Fannie Mae said the net loss of 2.05 billion dollars, or 2.63 dollars a share, was mainly due to the weakness in the housing market and the disruption in the mortgage and credit markets in the second half of the year.
For the full-year 2006, the government-chartered company earned 4.06 billion dollars, or 3.65 dollars a share.
The company said that the housing and credit problems had affected earnings in a number of ways, including an increase of 2.8 billion dollars in its provision for credit losses, an increase of 5.1 billion dollars in market-based valuation losses and a decrease of 2.2 billion dollars in net interest income for the year.
It said its loss for the second half of the year totaled five billion dollars, reflecting "significant increases in serious delinquency rates and foreclosures, home price declines, widening credit spreads, shifts in interest rates and illiquidity in the capital markets."

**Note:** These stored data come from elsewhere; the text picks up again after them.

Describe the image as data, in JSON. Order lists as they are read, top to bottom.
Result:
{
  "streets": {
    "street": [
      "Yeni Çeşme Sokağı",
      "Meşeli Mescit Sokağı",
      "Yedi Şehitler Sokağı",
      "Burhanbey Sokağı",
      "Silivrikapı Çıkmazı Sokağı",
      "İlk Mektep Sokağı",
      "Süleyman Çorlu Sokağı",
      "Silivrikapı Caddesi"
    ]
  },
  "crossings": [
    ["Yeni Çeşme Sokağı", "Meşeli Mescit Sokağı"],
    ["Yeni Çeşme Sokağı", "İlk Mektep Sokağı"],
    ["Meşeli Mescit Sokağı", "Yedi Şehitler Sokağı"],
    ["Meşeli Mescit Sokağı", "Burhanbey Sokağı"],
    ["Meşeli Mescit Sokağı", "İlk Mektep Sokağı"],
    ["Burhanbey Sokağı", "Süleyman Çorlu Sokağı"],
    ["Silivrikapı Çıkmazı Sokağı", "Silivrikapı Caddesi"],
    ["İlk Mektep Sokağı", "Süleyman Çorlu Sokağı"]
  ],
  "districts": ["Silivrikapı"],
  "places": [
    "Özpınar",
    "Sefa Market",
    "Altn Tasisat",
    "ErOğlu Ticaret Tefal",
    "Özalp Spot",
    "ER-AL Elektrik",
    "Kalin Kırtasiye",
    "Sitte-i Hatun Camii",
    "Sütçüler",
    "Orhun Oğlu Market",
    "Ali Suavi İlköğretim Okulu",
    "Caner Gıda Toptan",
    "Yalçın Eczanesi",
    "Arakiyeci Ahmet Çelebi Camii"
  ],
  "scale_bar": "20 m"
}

"We are working through the toughest housing and mortgage markets in a generation," said Fannie Mae president and chief executive Daniel Mudd.
"Our strategy for moving through another tough year is to protect and conserve our capital base, and control credit losses," he said.
Revenue fell in the 12 months ended December 31 to 10.99 billion dollars from 11.79 billion dollars in 2006. The pre-tax impact on earnings of market-based valuation adjustments was a loss of 7.27 billion dollars for 2007.
Fannie Mae added that the disruption in the housing, mortgage and credit markets is continuing in 2008.
"We expect housing market weakness to continue in 2008, leading to increased delinquencies, defaults and foreclosures on mortgage loans, and slower growth in US residential mortgage debt outstanding," the company said.
It anticipated the fair value of its net assets would decline in 2008 from 35.8 billion dollars as of December 31.
Fannie Mae sharply hiked its 2008 forecasts for nationwide declines in home prices, to between five and seven percent, from a prior four to five percent.
It predicted the total peak-to-tough price decline, measuring the price of homes at the peak of the housing boom that collapsed two years ago to the low hit before the market recovers, at between 13 and 17 percent, from the previously forecast 10 to 12 percent.
Created by Congress, Fannie Mae is a shareholder-owned company with a public mission to expand affordable housing and bring in global capital to serve the US housing market.
It operates in America's secondary mortgage market to ensure that mortgage bankers and other lenders have enough funds to lend to home buyers at low rates.